Once again, data is coming from pro-football-reference.com:
# Dak's Stats vs SF
num_games = 3
dak_cmp_SF = 53/num_games
dak_att_SF = 81/num_games
dak_cmpPer_SF = 65.43
dak_td_SF = 6/num_games
dak_int_SF = 3/num_games
dak_pRate_SF = 98.4
dak_sk_SF = 5/num_games
dak_ydsAtt_SF = 7.8
# 49ers' Defensive Stats 2024 (So far)
games = 6
SF_passAlw = (198+257+198+143+189+309)/games
SF_int = 6/games
SF_sks = 16/games
SF_pasTDAlw = 8/games
SF_passCmp = 120/games
SF_passAtt = 195/games
SF_cmpPer = (SF_passCmp/SF_passAtt)*100
SF_yardsAtt = (SF_passAlw/SF_passAtt)
# Normalizing stats
norm_cmp = (dak_cmp_SF/SF_passCmp) * dak_cmp_SF
norm_att = (dak_att_SF/SF_passAtt) * dak_att_SF
norm_cmpPer = (dak_cmpPer_SF/SF_cmpPer) * dak_cmpPer_SF
norm_TD = (dak_td_SF/SF_pasTDAlw) * dak_td_SF
norm_int = (dak_int_SF/SF_int) * dak_int_SF
norm_sacks = (dak_sk_SF/SF_sks) * dak_sk_SF
norm_yardsAtt = (dak_ydsAtt_SF/SF_yardsAtt) * dak_ydsAtt_SF
Now that’s out of the way, we can see what values will be going into the model to predict Dak’s upcoming passing yards.
# On October 27, 2024, Dak will be 31.25 years old
stats_vs_SF = [31.25, norm_cmp, norm_att, norm_cmpPer, norm_TD, norm_int, dak_pRate_SF, norm_sacks, norm_yardsAtt]
nummerical_cols.remove('Pass_Yds')
test = pd.DataFrame([stats_vs_SF], columns=nummerical_cols)
print(test)
Output: Age Cmp Att Cmp% TD Int Rating Sk Y/A 0 31.25 15.61 22.43 69.57 3.00 1.00 98.40 1.04 9.17
We are finally ready to get our prediction.
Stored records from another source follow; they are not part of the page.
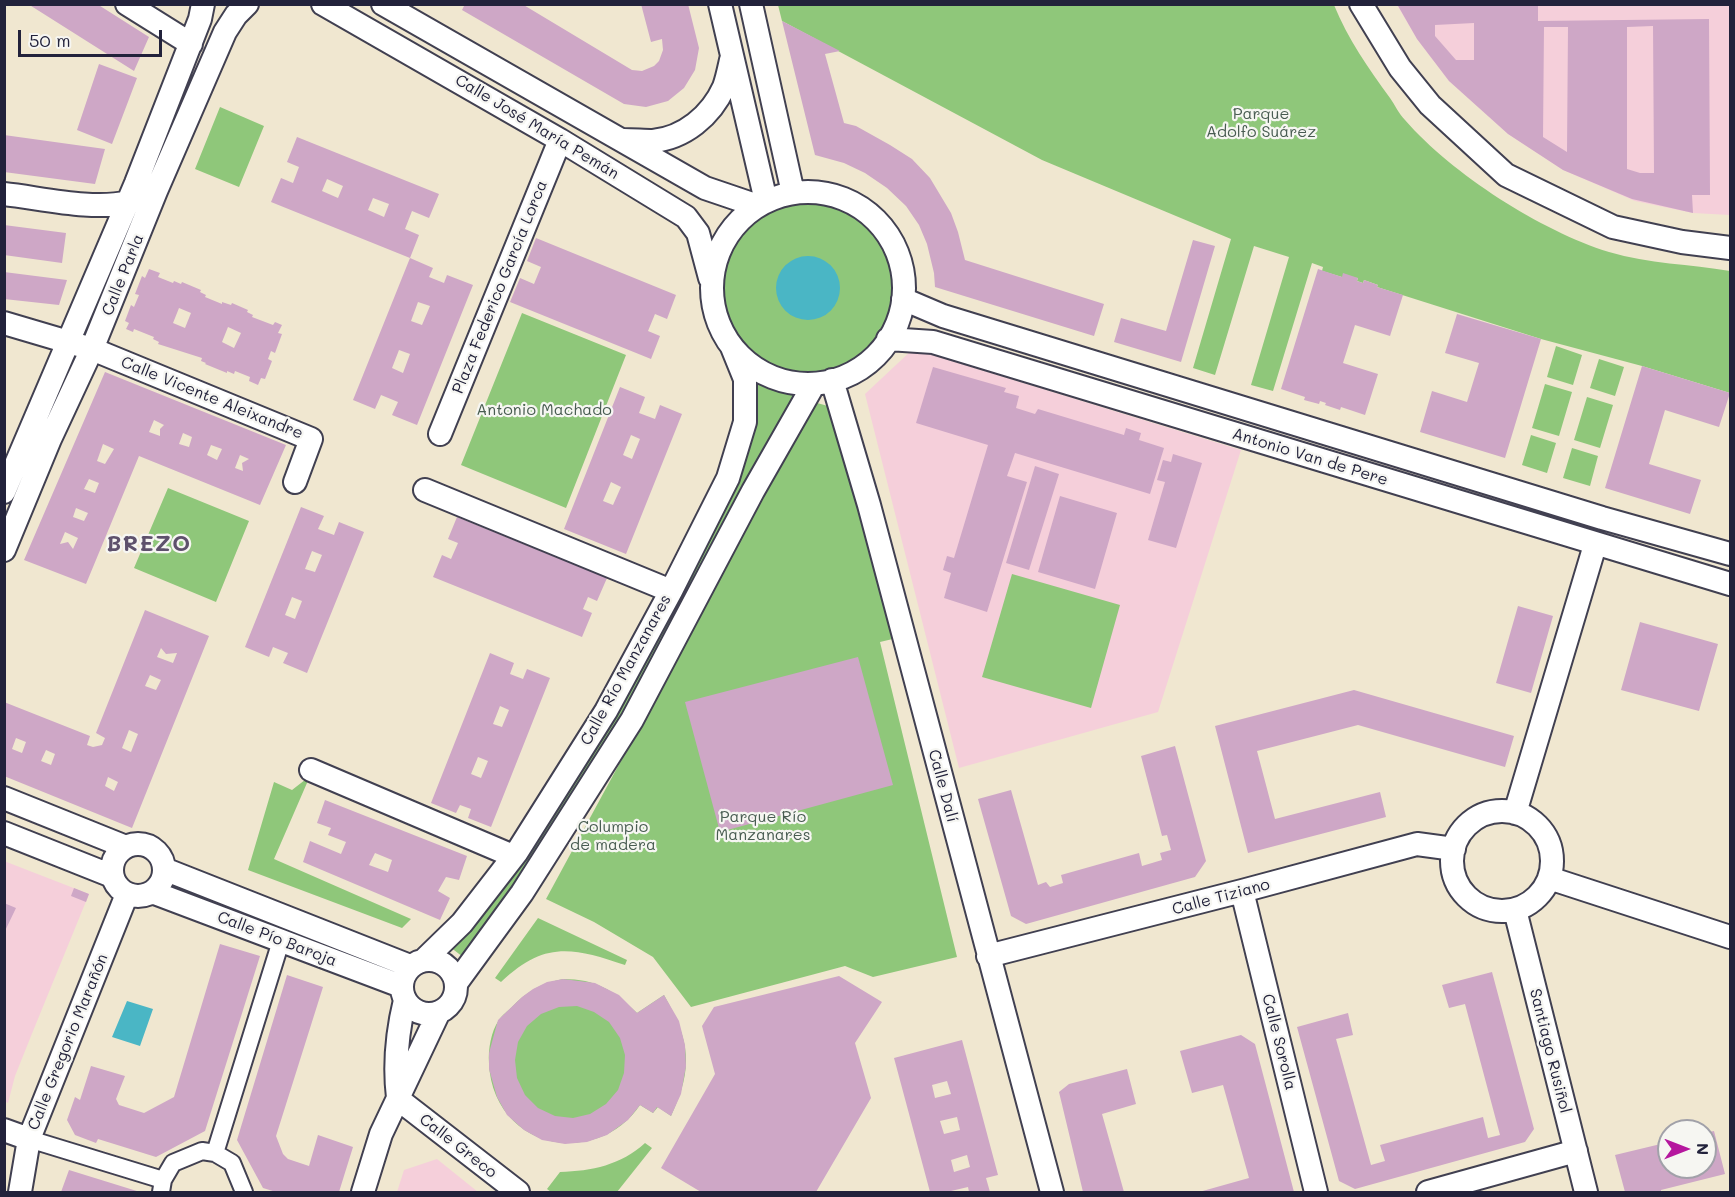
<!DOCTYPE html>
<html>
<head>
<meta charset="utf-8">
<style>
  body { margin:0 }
  #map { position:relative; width:1735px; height:1197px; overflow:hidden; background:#f0e7d0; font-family:Mali,sans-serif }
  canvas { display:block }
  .frame { position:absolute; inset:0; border:6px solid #22223b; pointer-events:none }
  .north { position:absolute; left:1657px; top:1119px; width:60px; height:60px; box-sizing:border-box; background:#f6f6f2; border:2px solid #a1a1a9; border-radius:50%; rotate:90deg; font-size:16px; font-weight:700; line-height:24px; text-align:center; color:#22223b }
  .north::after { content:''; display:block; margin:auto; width:21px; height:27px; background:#b5179e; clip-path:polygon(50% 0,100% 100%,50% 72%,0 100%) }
  .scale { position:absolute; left:18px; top:30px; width:144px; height:27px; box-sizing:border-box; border:3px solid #22223b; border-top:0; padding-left:8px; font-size:18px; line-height:21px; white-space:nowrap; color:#22223b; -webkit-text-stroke:4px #f6f6f2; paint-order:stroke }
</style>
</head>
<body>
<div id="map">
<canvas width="1735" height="1197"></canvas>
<div class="frame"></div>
<div class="north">N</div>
<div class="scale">50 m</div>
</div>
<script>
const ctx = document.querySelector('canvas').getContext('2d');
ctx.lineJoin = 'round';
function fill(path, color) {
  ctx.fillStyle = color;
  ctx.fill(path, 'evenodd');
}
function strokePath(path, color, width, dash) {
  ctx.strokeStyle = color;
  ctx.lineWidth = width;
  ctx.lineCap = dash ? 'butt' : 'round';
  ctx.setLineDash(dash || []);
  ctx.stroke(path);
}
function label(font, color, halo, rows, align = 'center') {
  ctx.font = font + ' Mali,sans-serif';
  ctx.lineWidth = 4.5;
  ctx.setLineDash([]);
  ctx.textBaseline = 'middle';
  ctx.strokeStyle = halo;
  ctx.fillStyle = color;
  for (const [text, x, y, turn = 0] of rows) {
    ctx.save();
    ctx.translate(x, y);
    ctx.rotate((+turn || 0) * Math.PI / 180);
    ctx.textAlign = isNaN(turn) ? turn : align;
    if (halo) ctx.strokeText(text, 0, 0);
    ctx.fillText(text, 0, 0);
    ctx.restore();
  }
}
fill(new Path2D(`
  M1397 5H1730V215L1693 213 1635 201 1563 170 1508 134 1449 81 1417 39Z
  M913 349 1241 450 1158 712 959 768 865 394Z
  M4 861 89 894 31 1036 15 1076 8 1103 4 1101Z
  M437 1159 478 1192H397L404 1170Z`), '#f5cfda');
fill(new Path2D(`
  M778 5H1334C1348 39 1368 68 1390 98 1395 105 1399 114 1405 120 1452 174 1541 231 1609 252 1649 264 1690 264 1730 271V393L1642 366 1541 339 1377 287 1378 285 1364 280 1363 283 1357 281 1358 278 1342 277 1322 271 1323 267 1312 263 1273 391 1251 385 1289 257 1254 246 1215 375 1193 368 1231 239 1042 160 782 21Z
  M220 107 264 126 239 187 195 169Z
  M723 288a85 85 0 1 1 170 0a85 85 0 1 1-170 0Z
  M522 313 626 355 566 508 461 465Z
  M1556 346 1582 355 1573 385 1547 377Z
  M1599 359 1624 367 1615 396 1590 388Z
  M752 379 801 392 638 702 467 960 450 947 681 578Z
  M1545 384 1572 392 1559 436 1532 428Z
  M1587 397 1613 405 1600 448 1574 440Z
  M810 401 835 408 901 637 880 642 957 957 873 977 845 966 691 1007 653 957 594 922 546 899 655 698Z
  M1531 435 1556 443 1547 473 1522 465Z
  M1572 448 1598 456 1590 486 1563 478Z
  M168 488 249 521 216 602 134 568Z
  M1012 574 1120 605 1091 708 982 677Z
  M310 776 274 859 411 919 402 928 248 870 274 782 292 790Z
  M538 918 627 960 625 965C572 947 544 941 501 982L495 978Z
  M563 979C596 979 613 990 637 1013L664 995C690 1041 694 1067 671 1116L658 1107 653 1113 640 1105C630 1120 615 1132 598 1138 543 1157 491 1121 489 1063 488 1050 491 1031 499 1020 502 1015 508 1011 512 1007 527 991 542 983 563 979Z
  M645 1143 652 1148 617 1192H551L547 1189 560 1172C592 1171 621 1165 645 1143Z`), '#8fc77a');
fill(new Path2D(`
  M776 288a32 32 0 1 1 64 0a32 32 0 1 1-64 0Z
  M127 1001 153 1009 140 1046 112 1037Z`), '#4ab6c5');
fill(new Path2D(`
  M28 4H97L149 37 134 71Z
  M465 4H522L632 70 642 71 654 66 659 61 663 50 662 39 651 42 641 4H688L699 48 695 70 684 88 668 101 646 107 624 104 462 10Z
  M1397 4H1538V21L1709 19 1710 195H1692L1693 213 1632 199 1563 170 1508 134 1449 81 1417 39ZM1474 23V60H1456L1435 36V25ZM1653 26 1654 173H1640L1627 169V27ZM1544 27H1568L1567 152 1543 137Z
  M782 21 840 51 825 54 844 123 856 126 890 145 912 159 930 178 951 213 958 232 965 260 1104 304 1094 336 935 287 934 273 927 244 919 225 906 206 887 188 865 173 844 163 815 155Z
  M99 64 137 78 112 144 77 130Z
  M4 135 105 149 95 184 4 172Z
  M297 137 439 194 429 218 412 211 405 229 419 235 410 258 271 202 281 178 293 183 299 167 287 162ZM327 179 343 186 338 198 322 191ZM373 198 389 204 384 217 368 210Z
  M4 225 66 233 62 263 4 255Z
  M536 238 676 295 667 319 655 314 648 331 660 336 651 359 510 302 520 278 534 284 541 267 527 261Z
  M1193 240 1215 246 1181 362 1114 342 1121 318 1166 331Z
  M410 258 433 268 429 277 444 283 447 275 473 285 417 425 392 415 398 402 381 395 375 409 353 400ZM418 302 430 306 422 325 411 321ZM399 350 410 354 403 373 392 368Z
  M149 269 160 273 158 277 173 283 174 281 181 284 182 282 201 290 200 292 206 295 205 297 222 304V302L231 305 232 303 248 310 247 312 253 315 252 317 273 325 275 322 282 325 278 333 282 334 275 353 271 351 268 359 272 361 265 379 261 378 258 385 249 381 250 377 235 371 234 374 227 371V373L205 364 206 363 201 361 202 358 158 344 159 342 153 339 154 337 134 329 133 332 126 329 129 323 125 321 131 305 134 307 139 295 135 294 142 276 145 278ZM179 308 191 313 185 328 173 323ZM228 327 241 333 234 348 222 342Z
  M1318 269 1342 277 1343 273 1358 278 1357 281 1363 283 1364 280 1378 285 1377 287 1403 295 1390 336 1355 325 1343 363 1378 374 1365 415 1341 407 1340 410 1325 405 1326 403 1320 401 1319 404 1304 400 1305 397 1281 389Z
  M4 272 67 280 59 305 4 299Z
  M1457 314 1541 339 1505 458 1420 432 1432 391 1467 402 1479 363 1445 353Z
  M1642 366 1730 393 1719 427 1665 410 1649 464 1701 480 1690 514 1605 488Z
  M933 367 1006 388 1004 392 1019 396 1016 408 1035 414 1038 409 1124 435 1126 428 1141 433 1139 440 1164 448 1150 494 1015 453 1007 476 1027 482 987 612 944 598 951 573 943 570 947 556 954 558 988 445 916 423Z
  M105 372 286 445 260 505 139 456 86 584 24 560ZM154 420 164 425 160 429V436L149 432ZM183 433 192 437 189 447 179 444ZM103 444 114 449 105 464 97 461ZM211 445 222 449 217 460 207 455ZM240 455 249 459 242 463 243 471 235 468ZM89 479 99 483 95 493 84 489ZM76 508 88 513 84 521 73 517ZM65 532 78 538 73 549 68 542 60 544Z
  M620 387 645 397 639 413 655 419 660 405 682 414 626 554 564 529ZM631 435 640 439 632 459 623 455ZM611 482 621 487 613 505 603 501Z
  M1173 454 1202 463 1176 548 1148 540 1165 482 1157 480 1163 460 1171 462Z
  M1035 466 1059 474 1029 570 1006 563Z
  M1060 496 1117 513 1095 589 1038 572Z
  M301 507 324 516 318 529 334 535 339 522 364 532 307 673 283 663 288 653 273 647 269 657 245 647ZM312 551 322 555 315 572 305 569ZM292 597 302 601 295 619 285 615Z
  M457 517 607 578 597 601 588 597 583 609 592 613 582 637 433 577 442 555 451 559 458 543 448 539Z
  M1518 606 1553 616 1531 693 1496 683Z
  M145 610 209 636 132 828 4 776V702L90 736 87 745 93 747 102 745 105 738 96 733ZM161 648 166 654 177 653 173 663 157 657ZM150 675 161 680 156 690 145 686ZM129 730 138 734 131 752 122 748ZM16 738 26 742 22 753 12 749ZM46 750 55 754 51 765 41 761ZM108 777 118 782 114 791 105 786Z
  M1640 622 1718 644 1699 711 1621 690Z
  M490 653 514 663 510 674 523 679 527 669 550 678 491 827 468 818 471 809 460 805 456 813 431 803ZM500 706 509 710 502 727 493 724ZM478 757 488 761 481 778 471 774Z
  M858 657 893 785 720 832 685 702Z
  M1354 690 1514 736 1505 767 1358 725 1257 751 1275 819 1380 792 1386 817 1248 853 1215 726Z
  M1175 746 1206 861 1195 877 1026 924 1011 916 978 799 1011 790 1038 885 1046 882 1050 887 1063 883 1061 875 1139 853 1142 866 1162 860 1160 853 1171 850 1167 835 1162 836 1141 756Z
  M325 800 467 856 459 880 446 877 438 891 450 898 440 920 303 862 310 841 341 854 346 842 328 835 331 828 317 823ZM375 853 392 860 388 872 369 865Z
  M74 888 89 894 86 902 71 896Z
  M4 903 16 908 4 933Z
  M220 944 260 956 205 1131 156 1157 98 1139 96 1143 75 1135 67 1120 75 1097 80 1100 91 1066 125 1076 116 1099 119 1105 144 1113 174 1097Z
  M1492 972 1534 1129 1525 1142 1355 1189 1339 1181 1297 1027 1348 1013 1353 1035 1336 1039 1371 1165 1385 1161 1380 1145 1483 1117 1488 1138 1500 1135 1465 1004 1449 1008 1442 985Z
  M287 975 323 987 276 1136 283 1154 288 1159 309 1166 318 1135 353 1147 339 1192H276L263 1188 237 1140Z
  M839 976 882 1002 855 1043 871 1098 816 1192H701L661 1168 715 1074 702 1026 714 1007Z
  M563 979 595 983 619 995 637 1013 664 995 679 1021 685 1045 686 1066 681 1094 671 1116 657 1107 653 1113 640 1105 628 1120 607 1135 587 1142 565 1144 542 1140 524 1130 507 1115 497 1097 489 1069V1053L498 1020 522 997 533 989 547 982ZM577 1006 594 1012 609 1022 620 1038 625 1055 624 1073 618 1090 606 1104 590 1114 573 1118 555 1116 538 1108 525 1095 517 1078 515 1060 518 1042 527 1026 541 1014 559 1007Z
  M1241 1035 1255 1044 1294 1192H1199L1249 1178 1223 1085 1192 1093 1180 1051Z
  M962 1040 998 1175 986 1178 990 1192H969L968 1187 951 1191 952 1192H930L894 1058ZM947 1081 951 1094 935 1098 932 1085ZM957 1117 960 1130 944 1134 940 1121ZM967 1155 970 1167 954 1172 951 1160Z
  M1127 1069 1136 1104 1102 1114 1124 1192H1083L1059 1092 1069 1084Z
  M1714 1131 1725 1174 1661 1190V1192H1625L1615 1155 1669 1142V1167H1705V1133Z
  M69 1170 140 1192H61Z`), '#cea7c6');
const pedestrian = new Path2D(`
  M29 1139 163 1180
  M215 1153 281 941
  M161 1192 163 1180 173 1163 202 1151 215 1153 232 1163 244 1192`);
const minor = new Path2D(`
  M127 4 191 44
  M323 4 560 140 686 217 698 233 710 278
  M383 4 705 188 758 206
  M720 4 766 201
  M751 4 793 193
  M1361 4 1400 68 1430 105 1506 175 1613 227 1682 242 1730 248
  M624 140C634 140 644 141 653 141 684 138 711 116 724 87 727 79 729 69 731 60
  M712 288a96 96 0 1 1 192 0a96 96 0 1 1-192 0Z
  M4 194C41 198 94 211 128 202
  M903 299 943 316 1602 518 1730 554
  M4 323 92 349 311 439 295 482
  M888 339 933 342 1730 584
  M832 380 869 505 1052 1192
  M440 434 560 140
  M425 490 671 591
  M4 492 136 183 200 19 203 4
  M4 550 50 439 92 349 156 191 225 32 236 15 247 4
  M311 770 513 856
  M4 798 126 847
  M1452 861a50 50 0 1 1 100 0a50 50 0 1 1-100 0Z
  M1515 813 1595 545
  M4 833 112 876
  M112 870a26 26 0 1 1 52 0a26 26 0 1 1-52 0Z
  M164 869 410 966
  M1549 878 1730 937
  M1242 891 1316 1192
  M152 892 401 986
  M1515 910 1586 1192
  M988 956 1242 891 1417 844 1454 849
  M425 959 462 923 517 852 606 711 671 591 728 478 745 422V379L732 347
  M402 987a27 27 0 1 1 54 0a27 27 0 1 1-54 0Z
  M457 982 522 893 632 720 753 491 814 384
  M398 1098C394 1065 397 1033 405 1000
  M398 1099 518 1192
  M4 1130 29 1139
  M20 1192 29 1139 127 894
  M363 1192 381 1134 438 1014
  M1428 1192 1576 1151`);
strokePath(pedestrian, '#414051', 20);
strokePath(minor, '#414051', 26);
strokePath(pedestrian, '#fff', 16);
strokePath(minor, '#fff', 22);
label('16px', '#485c51', '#f6f6f2', [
  ["Parque",1261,114],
  ["Adolfo Suárez",1261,132],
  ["Antonio Machado",544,410],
  ["Parque Río",763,817],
  ["Manzanares",763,835],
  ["Columpio",613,827],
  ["de madera",613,845]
]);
label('16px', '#22223b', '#f6f6f2', [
  ["Calle José María Pemán",537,127,31],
  ["Calle Parla",123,275,-68],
  ["Plaza Federico García Lorca",500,287,-68],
  ["Calle Vicente Aleixandre",212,398,22],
  ["Antonio Van de Pere",1310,457,17],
  ["Calle Río Manzanares",626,670,-61],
  ["Calle Dalí",943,786,75],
  ["Calle Tiziano",1221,897,-15],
  ["Calle Pío Baroja",277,939,21],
  ["Calle Gregorio Marañón",68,1042,-68],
  ["Calle Sorolla",1279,1042,76],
  ["Santiago Rusiñol",1550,1051,76],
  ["Calle Greco",458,1146,38]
]);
ctx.letterSpacing = '1.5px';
label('bold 22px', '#5e516c', '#f6f6f2', [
  ["BREZO",149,544]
]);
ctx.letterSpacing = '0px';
</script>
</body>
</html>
predict = linear_reg.predict(test) # Plug our normalized values in to get a prediction
pass_yards = predict[0] # Extract the passing yards from the prediction array
print(f'This Model predicts Dak Prescott will pass for {pass_yards:.2f} yards vs SF on 10/27/2024') # Results
Output: This Model predicts Dak Prescott will pass for 240.48 yards vs SF on 10/27/2024
There it is: our prediction using a machine learning linear regression model—240 passing yards. There’s one more thing we can do: normalize this value against the 49ers' defense's passing yards allowed, and then we can compare.
dak_yds_SF = 632/num_games
norm_passYards = (dak_yds_SF/SF_passAlw) * pass_yards
print(f'Dak AVG Passing Yards vs SF: {dak_yds_SF:.2f}\nSF AVG Passing Yards Allowed in 2024: {SF_passAlw:.2f}\nPredicted Passing Yards by Dak: {pass_yards:.2f}\nNormalized Predicted Pass Yards: {norm_passYards:.2f}')
Output: Dak AVG Passing Yards vs SF: 210.67 SF AVG Passing Yards Allowed in 2024: 215.67 Predicted Passing Yards by Dak: 240.48 Normalized Predicted Pass Yards: 234.91
Outcome:
At the time of writing this (16 OCT 2024), player prop bets are not posted yet for week 8 games. So, you and I will have to come back and see what Vegas thinks about how Dak will perform.
Conclusion:
This was just a quick project I threw together based on things I've learned from reading and my Data Science and Analytics class. There are plenty of things to expand upon and build, including different types of models to run. Maybe there will be a part 2!